While our cognitive prowess literally has no match, the way we have used it at times makes for a grim reality. You see, time and time again, humans have tried putting their interests over everyone else’s, so when you combine such a tendency with all the power we have at our disposal, the resulting scenarios will never paint a good picture. Hence, in a bid to better protect ourselves, the world introduced dedicated regulatory bodies within each and every area. This move dramatically altered the landscape, as all of a sudden, everything looked more organized than ever before. However, the unrest is going to kick in again, and it will return on the back of technology’s arrival. Alongside all the great things that it did, technology also gave these rule breakers a chance to hide their misdoings in the easiest manner possible, therefore causing some big challenges for the governing forces. In fact, this freefall will only get worse over time, but fortunately enough, we are now witnessing a much-awaited recovery. With the regulators getting more and more tech savvy, their attempts to gauge any inconsistencies have grown better by a significant margin, and that is piling up all the pressure on Big Tech companies. The same was evident in Meta’s latest decision.

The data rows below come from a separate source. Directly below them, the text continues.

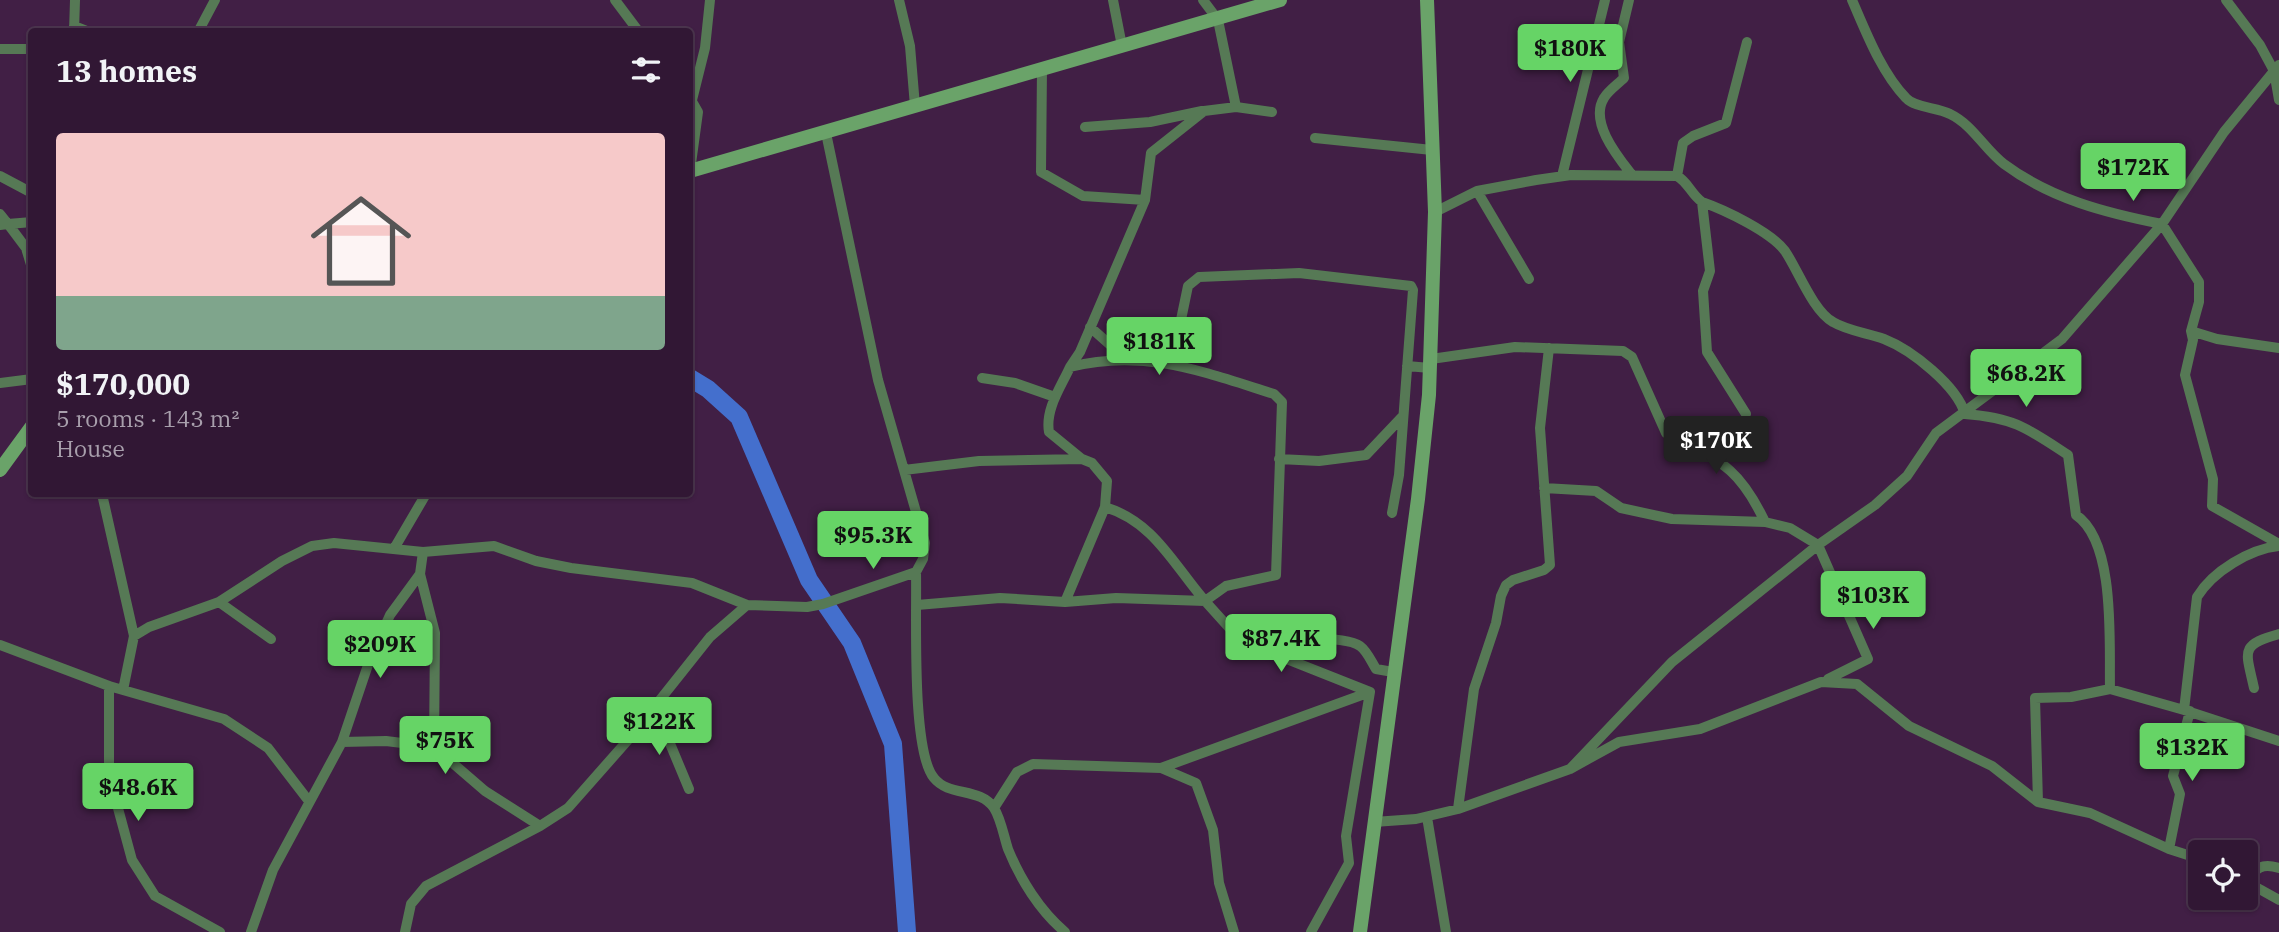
<!DOCTYPE html>
<html lang="en">
<head>
<meta charset="utf-8">
<style>
  :root { --surface:#311734; --page:#3d2440; --text:#f1f3f6; --muted:#a89fac; --line:#4c364f; --accent:#66d466 }
  body { margin:0; font-family:"IBM Plex Serif",serif; background:var(--page); color:var(--text); height:100vh; display:flex; flex-direction:column; font-size:26px; white-space:nowrap }
  * { box-sizing:border-box; margin:0 }
  p { font-size:23px; color:var(--muted) }
  .icon { flex:none; width:38px; height:38px; fill:none; stroke:currentColor; stroke-width:2; stroke-linecap:round; stroke-linejoin:round }
  .map { position:relative; flex:1; overflow:hidden }
  .sheet { position:absolute; left:28px; top:28px; width:665px; height:469px; display:flex; flex-direction:column; background:var(--surface); border-radius:7px; box-shadow:0 2px 5px #0004,0 0 0 2px var(--line) }
  .sheet>* { flex:none }
  .buttons { position:absolute; left:2188px; top:840px; display:grid; gap:14px }
  .buttons a { display:grid; place-items:center; width:70px; height:70px; border-radius:7px; background:var(--surface); box-shadow:0 2px 5px #0004,0 0 0 2px var(--line); font-size:35px }
  .price { position:absolute; translate:-50% -60px; padding:0 16px; border-radius:7px; background:var(--accent); color:#111; font-size:23px; line-height:46px; filter:drop-shadow(0 2px 4px #0008) }
  .price::after { content:''; position:absolute; left:50%; top:42px; width:21px; height:16px; margin-left:-10px; background:inherit; clip-path:polygon(0 0,100% 0,50% 100%) }
  .price.selected { background:#222; color:#fff }
  ul { padding:0; list-style:none }
  li { display:grid; align-content:center; gap:14px; height:371px; padding:0 28px }
  li+li { border-top:2px solid var(--line) }
  li span { display:grid; place-items:center; height:217px; border-radius:7px; color:#555 }
  li>.icon { margin-inline-start:auto }
  span .icon { width:126px; height:126px; fill:#fffc; stroke-width:1 }
  li b { font-size:30px }
  h2 { display:flex; justify-content:space-between; align-items:center; height:84px; padding:0 28px; font-size:30px }
  .map>svg:first-child { display:block }
  .lines { fill:none; stroke-linecap:round; stroke-linejoin:round }
  .river { stroke:#446fcd; stroke-width:18 }
  .street { stroke:#567955; stroke-width:10 }
  .secondary { stroke:#6aa369; stroke-width:14 }
</style>
</head>
<body>
<div class="map">
<svg width="2279" height="932" viewBox="0 0 2279 932">
  <rect width="100%" height="100%" fill="#411f45"/>
  <g class="lines">
    <path class="river" d="M690 378 708 389 739 417 809 580 852 643 893 744 907 932"/>
    <path class="street" d="M615 0 639 32
      M899 0 910 46 915 106
      M1113 0 1122 46
      M1203 0 1218 20 1236 107 1272 112
      M1629 0 1619 42 1624 78C1618 84 1608 91 1604 98 1589 122 1618 157 1632 175
      M1852 0C1866 32 1881 72 1906 98 1915 108 1937 107 1950 114 1973 125 1985 150 2004 164 2051 199 2106 213 2162 224L2199 282V302L2191 331 2193 340 2185 375 2213 479 2212 506 2279 544
      M2226 0 2260 45 2274 71 2279 100
      M74 26 89 32
      M74 32 75 0
      M198 32 215 0
      M0 49H32
      M1042 68 1041 172 1083 196 1145 200
      M692 100 705 48 710 0
      M1085 127 1150 122 1202 111
      M826 133 878 380 925 543 923 559 916 572C917 612 911 751 934 778 949 797 980 787 994 808 1001 819 1004 837 1008 849 1020 879 1040 911 1065 932
      M1315 138 1432 150
      M690 171 698 112 690 98
      M0 176 32 193
      M1562 176 1605 0
      M1677 176 1683 143 1693 136 1726 123 1747 42
      M1477 191 1529 279
      M1702 202 1710 271 1703 291 1707 352 1746 414
      M1435 212 1477 191 1536 180 1571 175 1677 176C1688 182 1691 194 1702 202 1725 210 1771 232 1785 251 1798 270 1813 311 1833 322 1848 331 1868 333 1884 339 1912 350 1957 386 1965 414 2015 418 2027 428 2068 455L2076 515C2116 542 2109 643 2110 689
      M0 214 8 224 32 222
      M0 225 8 224 26 248 32 268
      M1090 327 1126 359
      M2191 331 2217 339 2279 348
      M1431 359 1515 347 1623 351 1632 357 1666 433C1719 461 1738 465 1765 522
      M1172 363 1188 286 1199 277 1299 273 1411 286 1413 290 1399 475 1392 513
      M1407 366 1430 368
      M1070 367 1080 352 1145 200 1151 153 1204 111 1236 107
      M982 378 1015 383 1055 397
      M0 383 32 379
      M1082 459 1049 432C1045 409 1061 387 1070 367 1144 348 1204 372 1274 394L1282 402 1276 575 1226 586 1205 601 1241 641 1370 692 1346 836 1349 863 1311 932
      M1279 459 1319 461 1366 455 1402 417
      M904 470 979 461 1082 459 1092 463 1107 481 1105 507 1065 602 1000 598 917 605
      M1544 488 1596 491 1621 508 1672 519 1765 522 1790 528 1818 545 1868 659 1828 679
      M102 494 134 636
      M2279 546C2250 549 2213 571 2197 597L2184 710 2279 741
      M395 547 426 494
      M420 574 435 633 434 747
      M219 602 271 639
      M1065 602 1116 598 1205 601C1173 564 1154 522 1105 507
      M1245 641C1267 639 1344 634 1360 646 1367 651 1371 661 1376 669L1393 672
      M0 645 109 686 224 719 268 748 308 800
      M109 686V775L132 860 155 896 220 932
      M2254 688C2246 651 2239 645 2279 634
      M123 690 134 636 149 627 219 602 282 561 312 546 334 543 423 552 494 546 536 561 571 568 692 583 747 605 807 607 823 604 916 572
      M651 711 661 722 689 789
      M342 742 386 741 434 747 485 791 540 826
      M1161 768 1370 692
      M1570 769 1672 662 1818 545 1875 505 1907 476 1936 433 2062 339 2162 224 2224 132 2279 65
      M2038 802 2035 698 2071 697 2110 689 2184 710
      M994 808 1017 772 1033 764 1161 768 1196 783 1213 830 1219 883 1234 932
      M1458 809 1474 689 1496 623 1501 596 1506 585 1513 580 1544 570 1550 565 1540 428 1549 348
      M1427 817 1446 932
      M1374 822 1416 819 1458 809 1570 769 1619 742 1700 729 1821 682 1857 684 1909 726 1992 766 2038 802 2090 813 2169 849 2200 859
      M2169 849 2180 794 2173 776 2190 711
      M2245 881 2279 900
      M2248 883C2254 867 2263 863 2279 868
      M251 932 273 870 342 742 370 659 390 615 420 574 423 552
      M405 932 411 904 426 886 540 826 568 808 628 740 710 637 747 605"/>
    <path class="secondary" d="M690 171 1280 0
      M0 470 32 426
      M1360 932 1418 499 1429 395 1435 212 1427 0"/>
  </g>
</svg>
<div class="buttons">
<a><svg class="icon" aria-label="locate" viewBox="0 0 24 24"><circle cx="12" cy="12" r="6"/><path d="M12 2v4M12 18v4M2 12h4M18 12h4"/></svg></a>
</div>
<b class="price" style="left:1570px;top:84px">$180K</b>
<b class="price" style="left:2133px;top:203px">$172K</b>
<b class="price" style="left:1159px;top:377px">$181K</b>
<b class="price" style="left:2026px;top:409px">$68.2K</b>
<b class="price selected" style="left:1716px;top:476px">$170K</b>
<b class="price" style="left:873px;top:571px">$95.3K</b>
<b class="price" style="left:1873px;top:631px">$103K</b>
<b class="price" style="left:1281px;top:674px">$87.4K</b>
<b class="price" style="left:380px;top:680px">$209K</b>
<b class="price" style="left:659px;top:757px">$122K</b>
<b class="price" style="left:445px;top:776px">$75K</b>
<b class="price" style="left:2192px;top:783px">$132K</b>
<b class="price" style="left:138px;top:823px">$48.6K</b>
<section class="sheet">
<h2>13 homes<svg class="icon" aria-label="filters" viewBox="0 0 24 24"><path d="M4 7h16M4 17h16"/><circle cx="9" cy="7" r="2"/><circle cx="15" cy="17" r="2"/></svg></h2>
<ul>
<li><span style="background:linear-gradient(#f6c9c9 75%,#7fa58c 0)"><svg class="icon" aria-label="home" viewBox="0 0 24 24"><path d="M3 11l9-7 9 7M6 9v11h12V9"/></svg></span><div><b>$170,000</b><p>5 rooms · 143 m²</p><p>House</p></div></li>
</ul>
</section>
</div>
</body>
</html>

Meta has officially decided to prohibit users from sharing “publically available” residential addresses. The decision does a lot to follow up on the Oversight Board’s recommendations for improving privacy standards; most notably company’s handling of private residential information. While Meta already had a policy against sharing of someone’s home address, there was barely any actionable element to it. Furthermore, the company also used to make an exception for publically available addresses, which were basically the ones that were shared by more than five news outlets. However, this exception would eventually pave the way for various privacy-related issues such as doxxing, thus prompting Meta to shake things up.
Beyond the said amendments, Meta announced a new approach for assessing pictures of private homes. According to certain reports, the social media giant won’t take any action, if the used picture actually has a connection to some news story. Notably enough, the stated response won’t be applicable when a picture is being shared for the purpose of organizing protests.
“As the board notes in this recommendation, removing the exception for ‘publicly available’ private residential information may limit the availability of this information on Facebook and Instagram when it is still publicly available elsewhere,” Meta wrote. “However, we recognize that implementing this recommendation can strengthen privacy protections on our platforms.”
At present, Meta is actively trying to simplify the process of reporting privacy violations. Apart from it, the company is also engaging with external organizations such as ‘National Network to End Domestic Violence’ to bolster overall user support.